Modified Kalman filter

The model in Eqs. 1 through 4 can be directly interpreted as a state-space model. The modified Kalman filter needed to calculate the likelihood and to estimate β t is given as follows.

The predicted β t equals the filtered one due to the random walk assumption

$$ \beta_{t|t-1}=\beta_{t-1|t-1}. $$

Thus, the corresponding variance in the prediction is given as the filtered one plus the variance in the innovations:

$$ P_{t|t-1}= P_{t-1|t-1}+\Upsigma_{t|t-1}. $$

If one assumed time invariant variances, \(\Upsigma_{t|t-1}\) would be constant over all t. However, the GARCH process has to be taken into account. Therefore the diagonal elements of \(\Upsigma_{t|t-1}\) follow

$$ \sigma^2_{k,t|t-1}=\gamma_{k,0}+\gamma_{k,1}\sigma^2_{k,t-1|t-2} +\gamma_{k,2}u^2_{k,t-1|t-1}, $$

where u 2 k,t−1|t−1 is calculated via the filtered expectation and variance as

$$ u^2_{k,t-1|t-1}=(u_{k,t-1|t-1})^2+P_{k,t-1|t-1}, $$

where filtered values are calculated as follows:

$$ \begin{aligned} P_{t|t}&=P_{t|t-1}-P_{t|t-1}'*X_t'\left(s^2_{t|t-1}{\mathcal{I}}\right)^{-1} X_tP_{t|t-1},\\ u_{t|t}&=P_{t|t-1}'*X_t'\left(s^2_{t|t-1}{\mathcal{I}}\right)^{-1} \varepsilon_{t|t-1}. \end{aligned} $$

Note that the filtered β t applies simply by adding the predicted β t|t-1 and u t|t . The GARCH process of the ideosyncratic errors is modeled as followsFootnote 12:

$$ s^2_{t|t-1}=\alpha_{0}+\alpha_{1}s^2_{t-1|t-1}+\alpha_{2}\frac{1}{I}\sum_{i=1}^I \varepsilon^2_{i,t-1|t-1}, $$


$$ \varepsilon^2_{t-1|t-1}=Q_{t-|t-1}+(\varepsilon_{t-1|t-1})^2 $$


$$ Q_{t|t}=X_t'P_{t|t}X_t+s^2_{t|t-1} $$

denotes the filtered variance of the filtered errors and

$$ \varepsilon_{t|t}=y_t-X_t\beta_{t|t} $$

represents the corresponding expectations.

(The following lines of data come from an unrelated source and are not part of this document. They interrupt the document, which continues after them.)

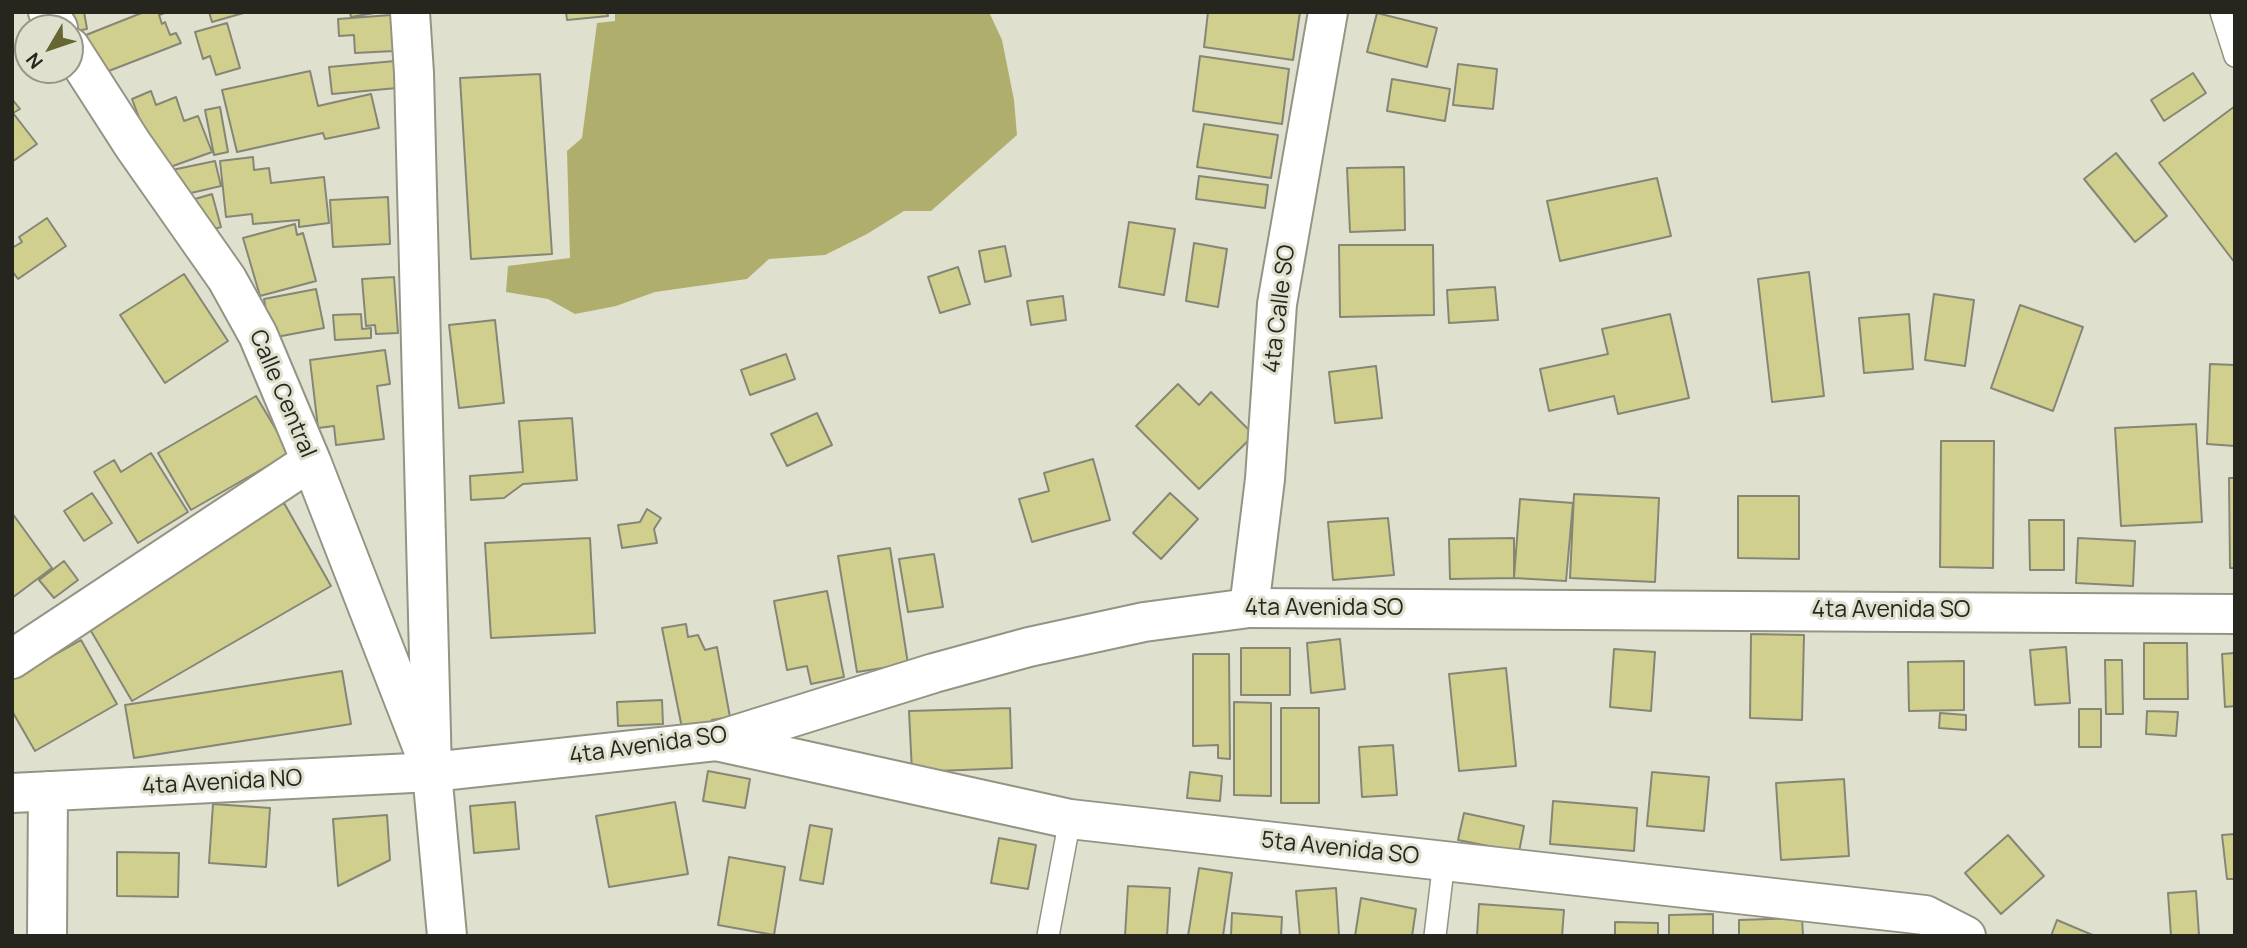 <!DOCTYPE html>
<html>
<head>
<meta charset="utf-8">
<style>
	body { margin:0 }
	#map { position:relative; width:2247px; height:948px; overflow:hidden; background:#e0e0cf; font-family:Manrope,sans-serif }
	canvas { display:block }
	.frame { position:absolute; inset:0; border:14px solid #26261f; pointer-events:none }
	.north { position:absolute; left:14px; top:14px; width:70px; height:70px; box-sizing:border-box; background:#e0e0cf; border:2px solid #969689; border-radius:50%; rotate:231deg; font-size:19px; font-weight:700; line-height:28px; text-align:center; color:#26261f }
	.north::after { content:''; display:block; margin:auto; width:24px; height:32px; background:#676532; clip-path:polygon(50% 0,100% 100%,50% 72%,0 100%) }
</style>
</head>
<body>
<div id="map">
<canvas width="2247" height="948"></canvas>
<div class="frame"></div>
<div class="north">N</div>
</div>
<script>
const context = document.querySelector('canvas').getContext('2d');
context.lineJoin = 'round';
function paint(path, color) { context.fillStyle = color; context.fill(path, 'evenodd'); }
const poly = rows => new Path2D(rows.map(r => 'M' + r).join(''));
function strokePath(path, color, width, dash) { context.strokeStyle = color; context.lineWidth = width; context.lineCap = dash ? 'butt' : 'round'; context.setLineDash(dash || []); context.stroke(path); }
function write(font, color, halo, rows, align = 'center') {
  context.font = font + ' Manrope,sans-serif'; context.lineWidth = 6; context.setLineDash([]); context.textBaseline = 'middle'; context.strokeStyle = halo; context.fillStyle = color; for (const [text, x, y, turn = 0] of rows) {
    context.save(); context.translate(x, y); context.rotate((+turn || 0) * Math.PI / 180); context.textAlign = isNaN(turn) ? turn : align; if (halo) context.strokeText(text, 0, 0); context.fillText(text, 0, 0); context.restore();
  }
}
const water = poly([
	[615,12,989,12,1002,40,1014,100,1017,135,931,211,904,211,867,234,825,255,769,259,747,279,655,292,616,306,575,314,548,299,506,292,508,266,570,258,567,151,582,138,597,23,615,21]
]);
const building = poly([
	[61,12,84,12,87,29,70,32,61,12],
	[144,12,167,12,159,15,162,24,165,22,170,35,176,33,181,43,101,74,86,35,144,12],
	[209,12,247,12,212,22,209,12],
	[350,12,380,12,351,17,350,12],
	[566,12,607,12,608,16,567,20,566,12],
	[1208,12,1300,12,1293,60,1204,47,1208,12],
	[1377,13,1437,28,1427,67,1367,52,1377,13],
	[391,15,394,51,355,53,354,35,339,36,338,19,391,15],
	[227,23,240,68,216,75,210,56,203,59,195,32,227,23],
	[1200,56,1289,69,1282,124,1193,111,1200,56],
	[395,61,397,88,332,94,329,67,395,61],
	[1458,64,1497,69,1493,109,1453,105,1458,64],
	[310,71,318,106,371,94,379,128,325,139,323,133,237,152,222,90,310,71],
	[2193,73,2206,93,2164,121,2151,100,2193,73],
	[540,74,552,254,471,259,460,78,540,74],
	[1392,79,1450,89,1445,121,1387,111,1392,79],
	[151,91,156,105,176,97,184,121,198,116,212,152,159,171,132,99,151,91],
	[12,99,20,109,13,113,37,144,12,162,12,99],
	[2235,106,2235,263,2159,163,2235,106],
	[220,107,228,152,214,155,205,110,220,107],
	[1204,124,1278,135,1271,178,1197,167,1204,124],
	[2116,153,2167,216,2135,242,2084,179,2116,153],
	[253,157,254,170,269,168,271,183,324,177,329,223,299,227,299,220,253,224,252,214,226,217,220,161,253,157],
	[215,161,221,186,178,196,172,170,215,161],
	[1404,167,1405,230,1350,232,1347,168,1404,167],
	[1199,176,1268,185,1265,208,1196,199,1199,176],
	[1657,178,1671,236,1560,261,1547,201,1657,178],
	[212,194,221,227,204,232,195,199,212,194],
	[388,197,390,244,333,247,330,200,388,197],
	[47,218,66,246,18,279,12,271,12,248,22,242,19,237,47,218],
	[1129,222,1175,229,1164,295,1119,287,1129,222],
	[295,224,297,235,303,233,316,281,260,296,243,238,295,224],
	[1194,243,1227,249,1218,307,1186,301,1194,243],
	[1339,245,1433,245,1434,315,1340,317,1339,245],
	[1005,246,1011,276,985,282,979,251,1005,246],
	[958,267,970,304,940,313,928,277,958,267],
	[1809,272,1824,396,1772,402,1758,279,1809,272],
	[184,274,228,341,165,383,120,315,184,274],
	[394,277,398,333,376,334,375,325,366,326,362,279,394,277],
	[1495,287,1498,320,1449,323,1447,290,1495,287],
	[316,289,324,328,271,338,264,299,316,289],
	[1934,294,1974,300,1965,366,1925,360,1934,294],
	[1063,296,1066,320,1031,325,1027,301,1063,296],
	[2020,305,2083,327,2053,411,1991,388,2020,305],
	[361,314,362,329,371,328,371,338,335,340,333,315,361,314],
	[1670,314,1689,398,1618,414,1614,396,1549,411,1540,369,1608,354,1602,329,1670,314],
	[1909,314,1913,369,1864,373,1859,318,1909,314],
	[495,320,504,403,459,408,449,325,495,320],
	[385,350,390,384,377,386,384,439,336,445,334,426,318,428,310,360,385,350],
	[786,354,795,379,750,395,741,370,786,354],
	[2210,364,2235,365,2235,446,2207,444,2210,364],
	[1376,366,1382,418,1335,423,1329,372,1376,366],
	[1178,384,1199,405,1211,392,1254,435,1199,489,1136,426,1178,384],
	[256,396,290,453,191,510,158,453,256,396],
	[817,413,832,445,787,466,771,434,817,413],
	[572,418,577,480,523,484,504,498,471,500,470,476,523,472,519,421,572,418],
	[2196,424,2202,522,2121,526,2115,428,2196,424],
	[1941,441,1994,441,1993,568,1940,567,1941,441],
	[151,453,188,512,138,543,94,472,114,460,121,472,151,453],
	[1093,459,1110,520,1032,542,1019,499,1049,491,1044,473,1093,459],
	[2229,478,2235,478,2235,568,2230,568,2229,478],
	[92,493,112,523,84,541,64,511,92,493],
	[1170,493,1198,519,1161,559,1133,533,1170,493],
	[1574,494,1659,498,1655,582,1570,578,1574,494],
	[1738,496,1799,496,1799,559,1738,558,1738,496],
	[1520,499,1573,503,1566,581,1514,578,1520,499],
	[284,503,331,586,132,701,84,619,284,503],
	[647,509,661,518,654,529,657,543,622,548,618,525,640,522,647,509],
	[12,513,52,568,12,598,12,513],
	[1388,518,1394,575,1333,580,1328,522,1388,518],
	[2029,520,2064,520,2064,570,2030,570,2029,520],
	[590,538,595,633,491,638,485,543,590,538],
	[1514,538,1514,578,1450,579,1449,539,1514,538],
	[2078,538,2135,541,2133,586,2076,583,2078,538],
	[890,548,908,664,857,672,838,556,890,548],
	[934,554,943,607,908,612,899,559,934,554],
	[64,561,78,580,54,598,39,580,64,561],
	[827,591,844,677,811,684,807,666,787,670,774,601,827,591],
	[686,624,688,637,698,635,705,650,717,647,730,717,712,720,714,734,682,728,662,628,686,624],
	[1751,634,1804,635,1802,720,1750,718,1751,634],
	[1340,639,1345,689,1311,693,1307,643,1340,639],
	[81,640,117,704,35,751,12,711,12,679,81,640],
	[2144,643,2187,643,2188,699,2144,699,2144,643],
	[2066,647,2070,703,2035,705,2030,650,2066,647],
	[1241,648,1290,648,1290,695,1241,695,1241,648],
	[1614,649,1655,652,1651,711,1610,707,1614,649],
	[2235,653,2235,706,2225,707,2222,654,2235,653],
	[1193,654,1229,654,1230,759,1218,758,1218,745,1193,746,1193,654],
	[2105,660,2122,660,2123,714,2106,714,2105,660],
	[1964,661,1964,710,1909,711,1908,662,1964,661],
	[1506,668,1516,766,1459,771,1449,674,1506,668],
	[342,671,351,724,134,758,125,705,342,671],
	[662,700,663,724,618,726,617,702,662,700],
	[1234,702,1271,703,1271,796,1234,795,1234,702],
	[1010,708,1012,768,912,772,909,711,1010,708],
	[1281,708,1319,708,1319,803,1281,803,1281,708],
	[2079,709,2101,709,2101,747,2079,747,2079,709],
	[2147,711,2178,712,2176,736,2146,734,2147,711],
	[1940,713,1966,715,1966,730,1939,728,1940,713],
	[1393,745,1397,795,1362,797,1359,747,1393,745],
	[708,771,750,779,745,808,703,801,708,771],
	[1190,772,1222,776,1220,801,1187,798,1190,772],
	[1652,772,1709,777,1704,831,1647,826,1652,772],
	[1844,779,1849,856,1781,860,1776,783,1844,779],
	[1553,801,1637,808,1634,851,1550,844,1553,801],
	[515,802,519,849,474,853,470,806,515,802],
	[675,802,688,874,609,887,596,816,675,802],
	[213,804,270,808,266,867,209,863,213,804],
	[1464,813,1524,826,1519,852,1458,840,1464,813],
	[387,815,390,860,338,886,333,819,387,815],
	[810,825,832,829,823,884,800,880,810,825],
	[2235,834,2235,879,2227,879,2222,835,2235,834],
	[2008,835,2044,876,2001,914,1965,873,2008,835],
	[999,838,1036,845,1028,889,991,883,999,838],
	[117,852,179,853,178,897,117,896,117,852],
	[729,857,785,867,774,935,718,925,729,857],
	[1199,868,1232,873,1223,936,1188,936,1199,868],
	[1128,886,1170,888,1167,936,1125,936,1128,886],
	[1336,888,1339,936,1300,936,1296,891,1336,888],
	[2196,891,2199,935,2171,936,2168,893,2196,891],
	[1361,898,1416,909,1412,936,1355,936,1361,898],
	[1479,904,1564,910,1562,936,1477,936,1479,904],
	[1232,913,1282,917,1281,936,1231,936,1232,913],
	[1713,914,1713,936,1669,936,1669,915,1713,914],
	[1802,918,1803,936,1739,936,1739,920,1802,918],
	[2057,920,2083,931,2095,936,2051,936,2057,920],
	[1615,922,1658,923,1658,936,1615,936,1615,922]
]);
const lane = poly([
	[2221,12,2235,56],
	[1048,936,1070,819],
	[1435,936,1444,861]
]);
const street = poly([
	[48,12,58,28],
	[1249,608,2235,614],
	[12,659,311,461],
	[716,741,1070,819,1925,915,1966,936],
	[12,793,432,772,311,461,258,335,227,279,133,145,70,47],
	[47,936,48,791]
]);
const secondary = poly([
	[410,12,414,73,432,772,447,936],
	[432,772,716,741,934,673,1029,647,1144,622,1249,608,1265,479,1277,304,1328,12]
]);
const streetNames = [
	["4ta Calle SO",1280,309,-83],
	["Calle Central",282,394,67],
	["4ta Avenida SO",1324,609],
	["4ta Avenida SO",1891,611],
	["4ta Avenida SO",648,746,-8],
	["4ta Avenida NO",222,783,-3],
	["5ta Avenida SO",1340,849,6]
];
paint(water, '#b0ae6d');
paint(building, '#d0cf8d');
strokePath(building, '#868677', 2);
strokePath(lane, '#949484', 24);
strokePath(street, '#949484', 42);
strokePath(secondary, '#949484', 42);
strokePath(lane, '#fff', 21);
strokePath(street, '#fff', 38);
strokePath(secondary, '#fff', 38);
write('23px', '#26261f', '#e0e0cf', streetNames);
</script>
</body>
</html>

Approximate partial coefficient of determination

The time-varying coefficient of determination is defined as follows:

$$ R^2_t=\frac{Var(\widehat Y_t)}{Var(Y_t)}, $$

whereby \(\widehat Y_t\) denotes the estimated vector of spreads based on the smoothed values of β t . Thus, \(\widehat y_{i,t}=X_{i,t}\beta_{t|T}.\)

The approximate partial coefficient of determination of different variables is calculated as the squared coefficient of correlation of some auxiliary variables. In all cases, the cross-sectionally demeaned spreads are employed, \(y_{i,t}^*=y_{i,t}-\frac{1}{n}\sum_i y_{i,t}.\) Further, a cross sectionally demeaned variable is constructed for each regressor variable, too, \(x_{k,i,t}^*=x_{k,i,t}-\frac{1}{n}\sum_i x_{k,i,t}. \) Note that index k runs from 2 to K as k = 1 represents the constant in Model 1. Correspondingly, a cross sectionally demeaned variable is constructed representing the “rest” of the model: \(z_{k,i,t}^*=z_{k,i,t}-\frac{1}{n}\sum_i z_{k,i,t}, \) whereby z k,i,t is given as X k i,t β k t|T and X k i,t represents all regressors of X i,t without the constant and the variable k.

Afterwards, for each \(k:2\rightarrow K, \) the demeaned spreads \( y_{i,t}^* \) are regressed on \( z_{k,i,t}^* \), and \( x_{k,i,t}^* \) are also regressed on \( x_{k,i,t}^* \). The squared coefficient of correlation between the resulting residual series is used as an approximate partial coefficient of determination.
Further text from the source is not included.